Forncett St Mary Smithy

Forncett St Mary Smithy

The smithy in Forncett St Mary was initially located on Blacksmith's Lane, just off Low Road, near the village hall. 

Forncett St Mary Smithy on the 1884 O.S. map

The blacksmith's cottage at that time still stands today and is now called Springside. The first blacksmith for whom we have records was Henry Brewster, who was born in Forncett St Mary in 1812. Henry was the blacksmith there from at least 1836 to 1856. In the 1851 census there were two blacksmiths in Forncett St Mary, the second being Jonas Mickleburgh, but whether there were two separate smithies isn't clear. Sometime before 1861 Henry Brewster and his family moved to London and the smithy was taken over by Jonas Mickleburgh.

Jonas was born in Bunwell in 1811 and he married quite late in life, at the age of 48, to a widow, Catherine Moore. They had three sons, one of whom, William, followed his father into the blacksmith's trade. When Jonas died in 1896 William (Billy) Mickleburgh took over the business and sometime between 1884 and 1906, the smithy was moved to a site at the junction of Blacksmith's Lane and Low Road. 
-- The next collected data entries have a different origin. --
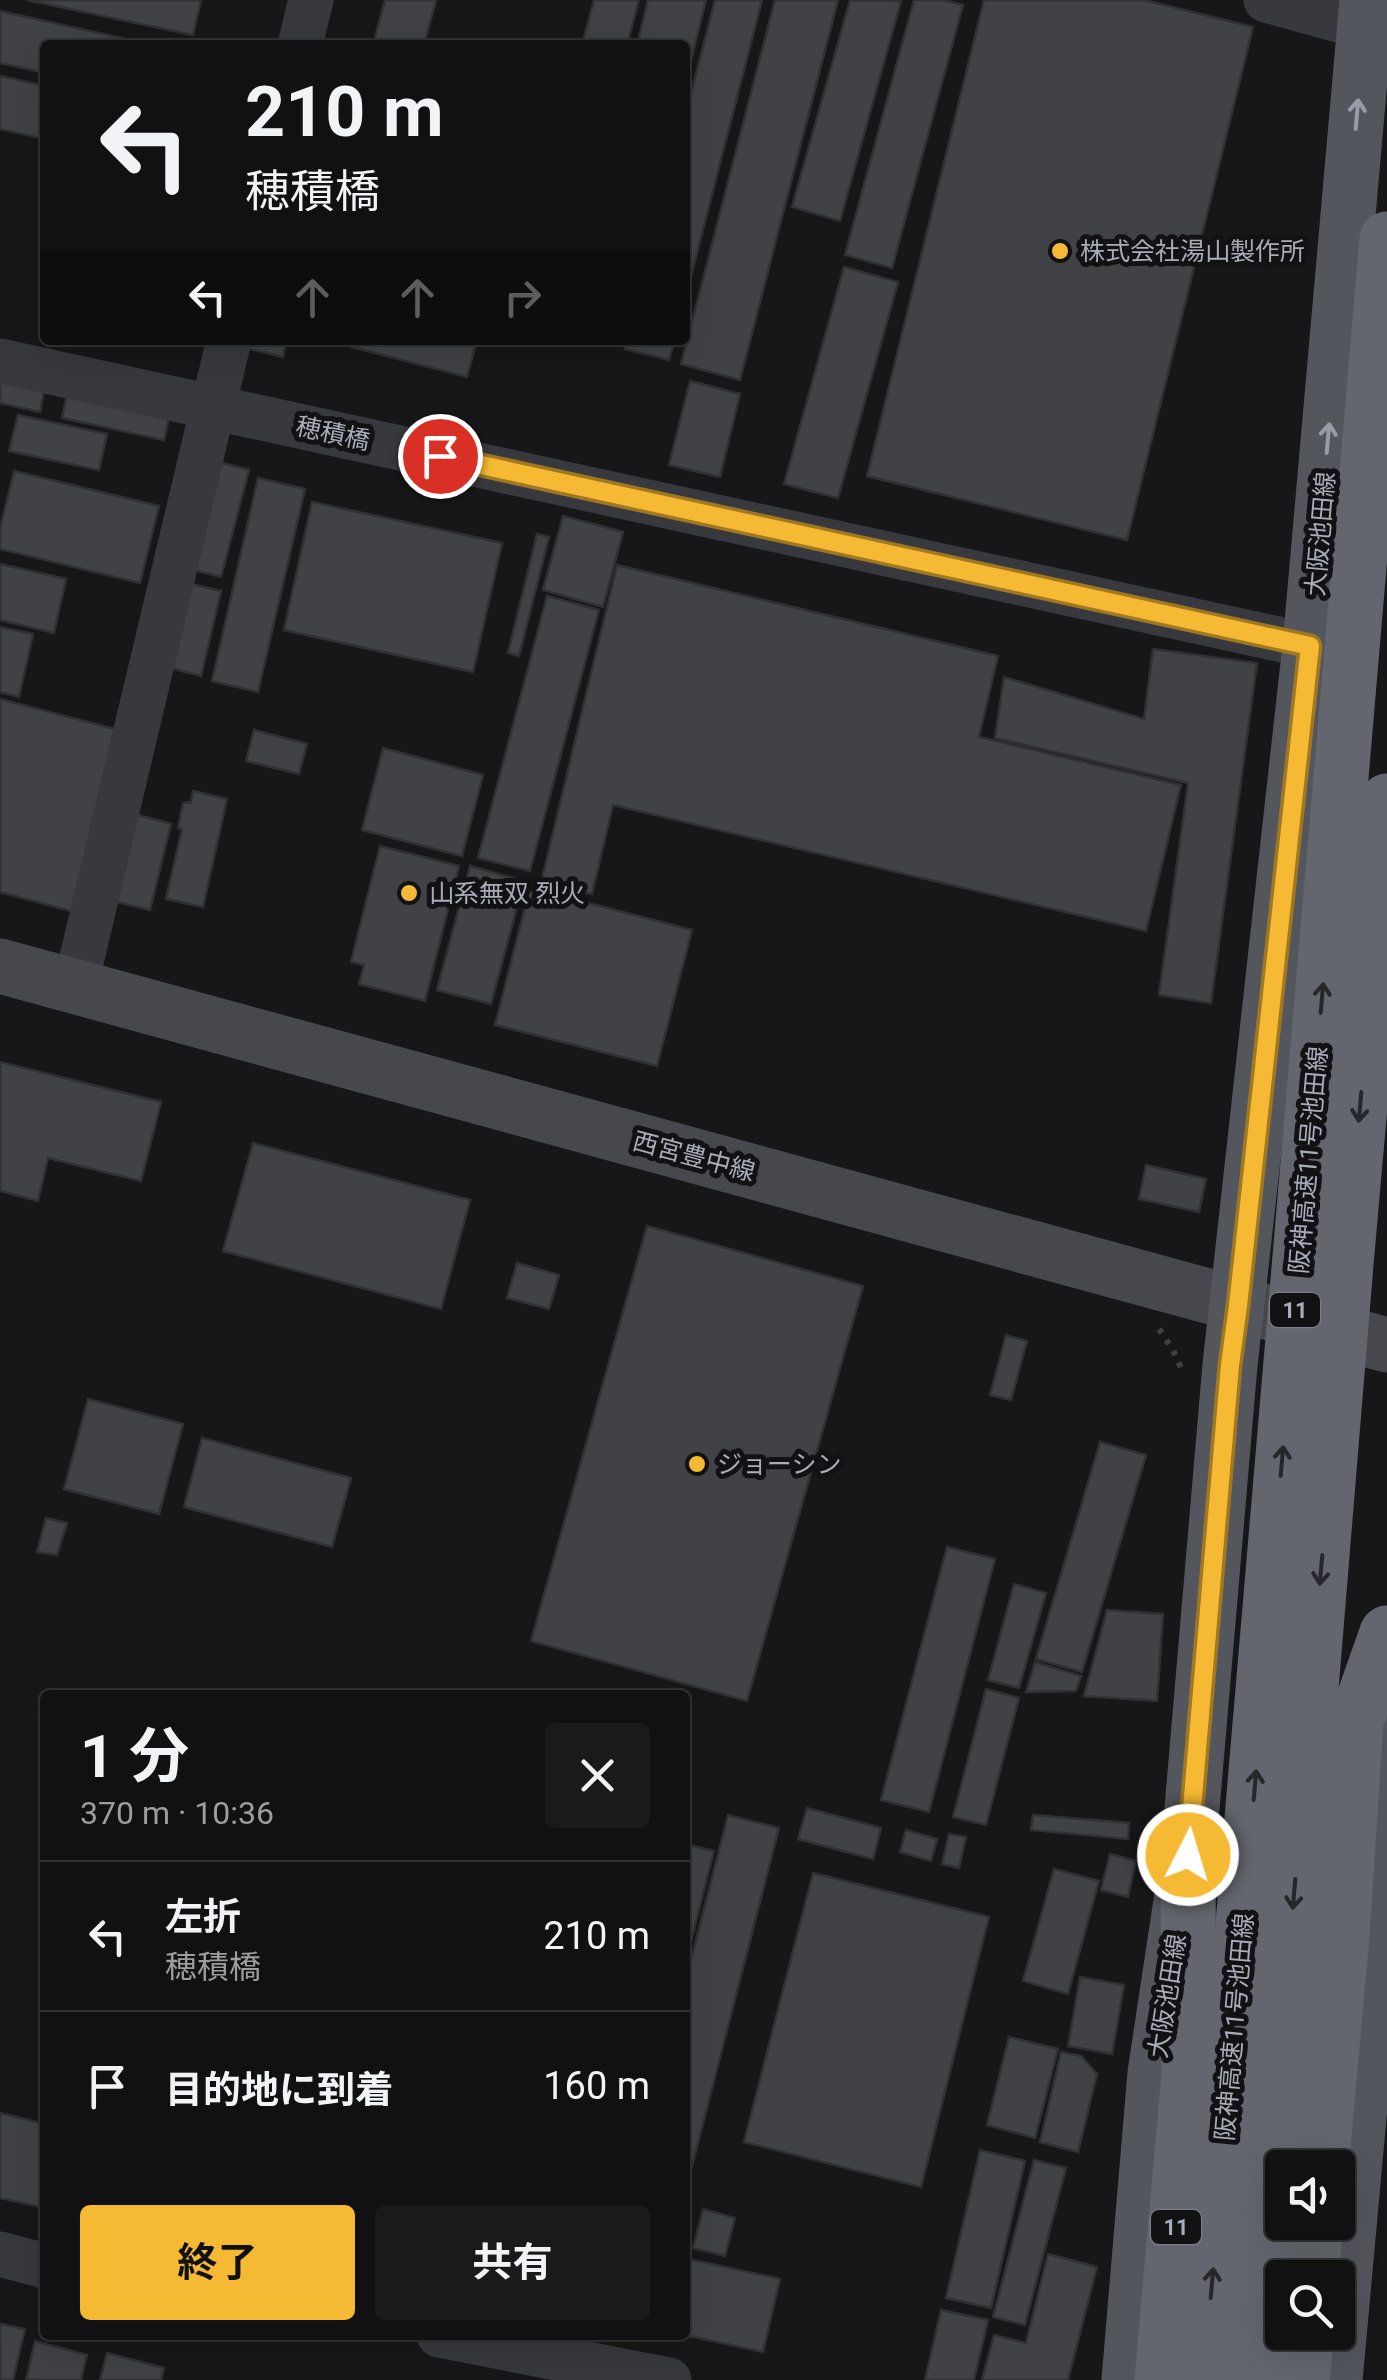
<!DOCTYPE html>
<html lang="ja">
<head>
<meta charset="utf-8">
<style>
  :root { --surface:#111113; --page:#1a1a1c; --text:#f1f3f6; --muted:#9c9da0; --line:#303133; --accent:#f5b933 }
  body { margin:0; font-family:Roboto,"Noto Sans JP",sans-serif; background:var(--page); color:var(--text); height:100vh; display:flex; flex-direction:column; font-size:38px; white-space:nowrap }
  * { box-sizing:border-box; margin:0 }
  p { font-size:32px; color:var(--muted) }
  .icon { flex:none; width:55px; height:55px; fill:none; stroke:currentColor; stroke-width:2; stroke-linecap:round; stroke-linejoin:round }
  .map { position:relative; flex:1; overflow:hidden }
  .panel { position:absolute; left:40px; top:1690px; width:650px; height:650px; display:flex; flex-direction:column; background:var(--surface); border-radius:10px; box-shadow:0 10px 40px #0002,0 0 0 2px var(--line) }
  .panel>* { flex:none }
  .hud { position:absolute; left:40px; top:40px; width:650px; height:305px; border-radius:10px; box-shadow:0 10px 40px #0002,0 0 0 2px var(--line); background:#111113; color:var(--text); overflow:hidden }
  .fabs { position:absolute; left:1265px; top:2150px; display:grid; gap:20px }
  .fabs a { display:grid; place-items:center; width:90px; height:90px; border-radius:10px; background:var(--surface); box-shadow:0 10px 40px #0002,0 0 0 2px var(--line); font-size:50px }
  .pin { position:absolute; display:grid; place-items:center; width:85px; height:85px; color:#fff; margin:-42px; border:5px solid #fff; border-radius:50%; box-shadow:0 2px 10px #0007 }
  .me { position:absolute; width:110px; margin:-55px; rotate:5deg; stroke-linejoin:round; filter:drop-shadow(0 0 8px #0008) }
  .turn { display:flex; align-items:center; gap:35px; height:210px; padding:0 40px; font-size:45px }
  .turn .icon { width:130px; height:130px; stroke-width:2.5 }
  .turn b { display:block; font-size:70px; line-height:85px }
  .lanes { display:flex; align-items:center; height:95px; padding:0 40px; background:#0003; justify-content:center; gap:50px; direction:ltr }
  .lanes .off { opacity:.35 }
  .round { display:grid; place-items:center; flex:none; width:105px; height:105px; border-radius:10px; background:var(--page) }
  .summary { display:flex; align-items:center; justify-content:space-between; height:170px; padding:0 40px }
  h1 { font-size:60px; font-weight:700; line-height:75px }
  .button { display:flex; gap:20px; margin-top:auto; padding:20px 40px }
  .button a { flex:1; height:115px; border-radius:10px; background:var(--accent); color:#111; font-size:40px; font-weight:700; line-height:115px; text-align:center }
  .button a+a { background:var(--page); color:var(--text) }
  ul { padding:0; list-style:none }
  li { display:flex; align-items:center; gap:30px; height:150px; padding:0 40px; border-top:2px solid var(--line) }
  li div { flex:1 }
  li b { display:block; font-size:38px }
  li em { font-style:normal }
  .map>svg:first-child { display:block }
</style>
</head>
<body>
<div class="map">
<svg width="1387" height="2380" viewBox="0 0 1387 2380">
  <rect width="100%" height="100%" fill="#171719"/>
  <g fill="#414246" stroke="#313135" stroke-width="2.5">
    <polygon points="27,0 201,0 193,35"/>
    <polygon points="385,0 436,0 424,45 373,45"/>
    <polygon points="594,0 639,0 627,45 582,45"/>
    <polygon points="648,0 706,0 685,85 685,45 637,45"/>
    <polygon points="715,0 762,0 685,300 685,116"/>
    <polygon points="775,0 838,0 740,380 681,364"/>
    <polygon points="850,0 901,1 840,221 792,207"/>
    <polygon points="914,0 943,0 963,5 892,268 845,255"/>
    <polygon points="984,0 1144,0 1253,27 1127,540 867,476"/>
    <polygon points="0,11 152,45 45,45 45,73 0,63"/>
    <polygon points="0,76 45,86 45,139 0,129"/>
    <polygon points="844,267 898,282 838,498 784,484"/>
    <polygon points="239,340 287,340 283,357 238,346"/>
    <polygon points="354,340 477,340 467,377 352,347"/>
    <polygon points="627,340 675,340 669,360 625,349"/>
    <polygon points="0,380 44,390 40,412 0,403"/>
    <polygon points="690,381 740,394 720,477 669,465"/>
    <polygon points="67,395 169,417 164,440 62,418"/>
    <polygon points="18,415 107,434 99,470 9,451"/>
    <polygon points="206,459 249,470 221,577 178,566"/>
    <polygon points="14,471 159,506 140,583 0,549 0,529"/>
    <polygon points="258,478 305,489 258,692 212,681"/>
    <polygon points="312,502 502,543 473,672 284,630"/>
    <polygon points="563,516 623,532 603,607 543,590"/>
    <polygon points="537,534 549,537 519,656 508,653"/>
    <polygon points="0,564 66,579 54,633 0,620"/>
    <polygon points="617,565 998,656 979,737 1181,785 1146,931 613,805 592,894 541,883"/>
    <polygon points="179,581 221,591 201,676 159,665"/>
    <polygon points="547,596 599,610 530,871 478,858"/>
    <polygon points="0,627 33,634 19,697 0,692"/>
    <polygon points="1153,649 1257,663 1211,1003 1159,995 1188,783 995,738 1004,677 1144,719"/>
    <polygon points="0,699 118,730 71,911 0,892"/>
    <polygon points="254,730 307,744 299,774 246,761"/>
    <polygon points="383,748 483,775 462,856 362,830"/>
    <polygon points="193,791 227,799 203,907 166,899 182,829 178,828 183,803 191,802"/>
    <polygon points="127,812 171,824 150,910 105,899"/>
    <polygon points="380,846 459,866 425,1001 359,984 364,965 351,962"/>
    <polygon points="470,866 524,881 491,1004 437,990"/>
    <polygon points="530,888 692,930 657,1066 495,1025"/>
    <polygon points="0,1062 161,1102 141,1181 48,1158 38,1201 0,1191"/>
    <polygon points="253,1143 470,1200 441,1309 223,1251"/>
    <polygon points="1146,1165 1206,1179 1199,1212 1139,1199"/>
    <polygon points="647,1226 863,1286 747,1701 531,1641"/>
    <polygon points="517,1263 559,1275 549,1309 507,1298"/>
    <polygon points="1006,1335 1027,1341 1011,1400 990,1395"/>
    <polygon points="88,1399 183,1424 159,1514 64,1489"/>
    <polygon points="202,1438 351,1478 332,1547 184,1507"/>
    <polygon points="1100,1442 1146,1455 1082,1672 1036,1659"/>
    <polygon points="46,1518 67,1523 57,1555 37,1552"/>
    <polygon points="947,1547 995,1559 929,1812 881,1800"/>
    <polygon points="1014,1584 1046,1593 1019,1688 988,1680"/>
    <polygon points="1107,1610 1163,1614 1157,1701 1084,1696"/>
    <polygon points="1035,1662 1081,1676 1076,1691 1026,1692"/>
    <polygon points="986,1689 1019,1698 986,1825 953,1817"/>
    <polygon points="807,1808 881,1828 873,1859 798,1839"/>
    <polygon points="728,1815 779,1828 687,2186 685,2186 685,1983"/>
    <polygon points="1033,1815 1129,1823 1128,1839 1031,1830"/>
    <polygon points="906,1830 937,1839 931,1861 900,1852"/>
    <polygon points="949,1834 966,1837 959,1868 942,1864"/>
    <polygon points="685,1844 714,1851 685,1965"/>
    <polygon points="1110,1854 1136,1861 1128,1897 1101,1890"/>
    <polygon points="1054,1869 1099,1881 1068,1994 1023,1981"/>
    <polygon points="813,1873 989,1917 921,2187 744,2142"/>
    <polygon points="1080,1977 1124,1985 1112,2054 1068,2046"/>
    <polygon points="1009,2037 1058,2049 1035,2138 987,2125"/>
    <polygon points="1061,2052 1081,2056 1097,2074 1078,2152 1040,2142"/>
    <polygon points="0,2113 45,2124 45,2208 0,2198"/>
    <polygon points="980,2150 1025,2161 991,2308 946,2298"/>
    <polygon points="1034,2160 1066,2168 1025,2325 993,2317"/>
    <polygon points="703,2209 735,2218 725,2256 693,2248"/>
    <polygon points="1048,2254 1097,2267 1068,2380 982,2380 994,2335 1026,2343"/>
    <polygon points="685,2258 780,2279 763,2352 685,2335"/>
    <polygon points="941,2310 988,2320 974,2380 925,2380"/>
    <polygon points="0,2324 25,2329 13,2380 0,2380"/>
    <polygon points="35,2341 87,2355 81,2380 26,2380"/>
    <polygon points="107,2353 164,2368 161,2380 100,2380"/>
  </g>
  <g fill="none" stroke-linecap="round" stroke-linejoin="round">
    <polyline stroke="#3e4045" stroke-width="6" stroke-dasharray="5 8" stroke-linecap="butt" points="1159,1329 1173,1350 1182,1370"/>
    <g stroke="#38393e" stroke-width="45">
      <polyline points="1266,0 1364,27"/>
      <polyline points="300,45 311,0"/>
      <polyline points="0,361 1310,646"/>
      <polyline points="75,987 229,340"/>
      <polyline points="0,2254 45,2266"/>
      <polyline points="439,2335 669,2380"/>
    </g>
    <polyline stroke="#46484e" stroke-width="55" points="0,966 1387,1345"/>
    <g stroke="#54565d" stroke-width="55">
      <polyline points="1129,2380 1155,2073 1188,1855 1230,1365 1310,646 1367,0"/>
      <polyline points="1335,2380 1376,1931 1387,1739"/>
    </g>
    <g stroke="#64666f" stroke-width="55">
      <polyline points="1321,2168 1342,1936 1356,1721 1387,1633"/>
      <polyline points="1311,2278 1316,2222"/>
      <polyline points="1162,2380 1189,2074 1188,1855"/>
      <polyline points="1302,2380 1307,2332"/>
    </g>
    <g stroke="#64666f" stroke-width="55">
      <polyline points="1204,2380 1387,239"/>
      <polyline points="1254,2380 1346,1264 1387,801"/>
    </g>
  </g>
  <defs><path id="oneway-shaft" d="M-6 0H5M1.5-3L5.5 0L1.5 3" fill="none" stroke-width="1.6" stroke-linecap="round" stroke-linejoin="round" transform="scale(2.5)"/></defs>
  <g stroke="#989ca7">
    <use href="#oneway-shaft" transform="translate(1357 114) rotate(-85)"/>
    <use href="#oneway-shaft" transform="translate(1328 438) rotate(-85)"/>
  </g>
  <g stroke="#26272b">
    <use href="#oneway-shaft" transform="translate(1322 998) rotate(-85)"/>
    <use href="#oneway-shaft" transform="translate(1360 1107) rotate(95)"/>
    <use href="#oneway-shaft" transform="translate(1282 1461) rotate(-85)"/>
    <use href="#oneway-shaft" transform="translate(1321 1570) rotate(95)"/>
    <use href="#oneway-shaft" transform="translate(1255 1785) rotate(-85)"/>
    <use href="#oneway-shaft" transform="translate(1294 1894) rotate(95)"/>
    <use href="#oneway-shaft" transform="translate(1212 2283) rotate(-85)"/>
  </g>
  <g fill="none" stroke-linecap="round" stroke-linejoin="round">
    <g stroke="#9f7821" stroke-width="25">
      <polyline id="route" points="440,456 1310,646 1238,1306 1230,1365 1188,1855"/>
    </g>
    <use href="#route" stroke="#f5b933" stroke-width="18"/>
  </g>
  <g fill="#f5b933" stroke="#121214" stroke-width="4">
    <circle cx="1060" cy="251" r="10"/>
    <circle cx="409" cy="893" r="10"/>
    <circle cx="697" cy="1464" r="10"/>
  </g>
  <g text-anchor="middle" stroke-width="10" stroke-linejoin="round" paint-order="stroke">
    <g fill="#121214" stroke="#7c7e88" stroke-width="2.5">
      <rect x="1270" y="1293" width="50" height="34" rx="8"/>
      <rect x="1151" y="2210" width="50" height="34" rx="8"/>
    </g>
    <g font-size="22" font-weight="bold" fill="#a9adb9">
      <text x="1295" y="1318">11</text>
      <text x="1176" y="2235">11</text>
    </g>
    <g font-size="25" fill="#a9adb9" stroke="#121214" text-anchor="start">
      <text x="1080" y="260">株式会社湯山製作所</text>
      <text x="429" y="902">山系無双 烈火</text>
      <text x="717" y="1473">ジョーシン</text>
    </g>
    <g font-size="25" fill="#a9adb9" stroke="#121214">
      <text transform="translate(333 433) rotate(12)" y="9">穂積橋</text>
      <text transform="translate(1320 534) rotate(-85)" y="9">大阪池田線</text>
      <text transform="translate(694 1156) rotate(15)" y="9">西宮豊中線</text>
      <text transform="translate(1308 1160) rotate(-85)" y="9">阪神高速11号池田線</text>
      <text transform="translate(1167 1996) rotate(-81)" y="9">大阪池田線</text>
      <text transform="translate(1234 2027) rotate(-85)" y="9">阪神高速11号池田線</text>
    </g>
  </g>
</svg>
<div class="fabs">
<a><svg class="icon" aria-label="sound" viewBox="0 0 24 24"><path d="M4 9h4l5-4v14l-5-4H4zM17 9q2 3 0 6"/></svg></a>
<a><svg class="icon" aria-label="search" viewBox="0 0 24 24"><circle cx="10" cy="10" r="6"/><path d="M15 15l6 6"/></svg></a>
</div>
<div class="pin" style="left:440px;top:456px;background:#d93025"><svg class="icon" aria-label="arrive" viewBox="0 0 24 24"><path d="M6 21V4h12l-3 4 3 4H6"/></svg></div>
<svg class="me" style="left:1188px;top:1855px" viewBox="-20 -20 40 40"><circle r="17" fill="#f5b933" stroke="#fff" stroke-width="3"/><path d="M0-11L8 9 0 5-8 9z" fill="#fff"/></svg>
<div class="hud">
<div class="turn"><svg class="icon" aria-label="left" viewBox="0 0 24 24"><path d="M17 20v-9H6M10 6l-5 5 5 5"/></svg><div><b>210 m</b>穂積橋</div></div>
<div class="lanes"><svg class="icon" aria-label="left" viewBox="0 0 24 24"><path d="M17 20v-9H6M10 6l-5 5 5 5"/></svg><svg class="icon off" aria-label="ahead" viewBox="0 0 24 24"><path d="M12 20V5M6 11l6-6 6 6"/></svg><svg class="icon off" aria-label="ahead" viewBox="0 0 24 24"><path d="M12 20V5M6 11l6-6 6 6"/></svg><svg class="icon off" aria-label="right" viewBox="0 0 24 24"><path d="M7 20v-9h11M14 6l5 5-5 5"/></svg></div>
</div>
<section class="panel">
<div class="summary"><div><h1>1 分</h1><p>370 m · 10:36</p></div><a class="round"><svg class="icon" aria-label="close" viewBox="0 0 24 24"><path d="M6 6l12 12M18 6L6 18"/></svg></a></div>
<ul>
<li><svg class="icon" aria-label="left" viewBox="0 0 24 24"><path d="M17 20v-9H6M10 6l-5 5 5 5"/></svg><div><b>左折</b><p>穂積橋</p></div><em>210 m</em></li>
<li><svg class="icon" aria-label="arrive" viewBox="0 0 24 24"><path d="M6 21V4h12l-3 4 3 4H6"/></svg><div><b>目的地に到着</b></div><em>160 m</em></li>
</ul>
<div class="button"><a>終了</a><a>共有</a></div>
</section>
</div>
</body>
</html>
Forncett St Mary smithy on the 1906 O.S. map

Billy Mickleburgh (arrowed) at the wedding of Edward Ludkin and Ellen Falgate in 1909

(photo - Keith Parker / Forncett Archive)

Billy Mickleburgh married a local woman, Julia Spicer, in 1910; Billy was 47 and Julia was 53. As Billy had no son to follow in his footsteps, he took on an apprentice, a local lad called Albert Bassingthwaite. Albert was the son of a Forncett farm labourer, and in the 1911 census, when he was 22 years old, Albert described his occupation as "blacksmith's striker". Albert learnt his trade from Billy Mickleburgh, and when Billy died in 1936 (age 73) Albert took over the smithy.

In 1939 Albert Bassingthwaite, his wife Ruby and two of their three children, were living at one of the two cottages at the bottom of Northfield Road. Albert was then described as a "Master Blacksmith". Young children at the time recalled how Albert used to light his pipe from the glowing forge furnace. He would allow them to have a surreptitious cigarette and to operate the bellows. Albert was the last blacksmith in Forncett St. Mary and he was still working in 1953 when the photograph below was taken. Albert is shown with Juliet Leftley and "Gypsy" who has been re-shod. They are about to return to Harry Ludkin at Hill Farm in Cheney's Lane.

Albert's wife, Ruby, died in 1958 by which time Albert had retired. The smithy was eventually demolished and Donald Tunmore built a new bungalow in its place.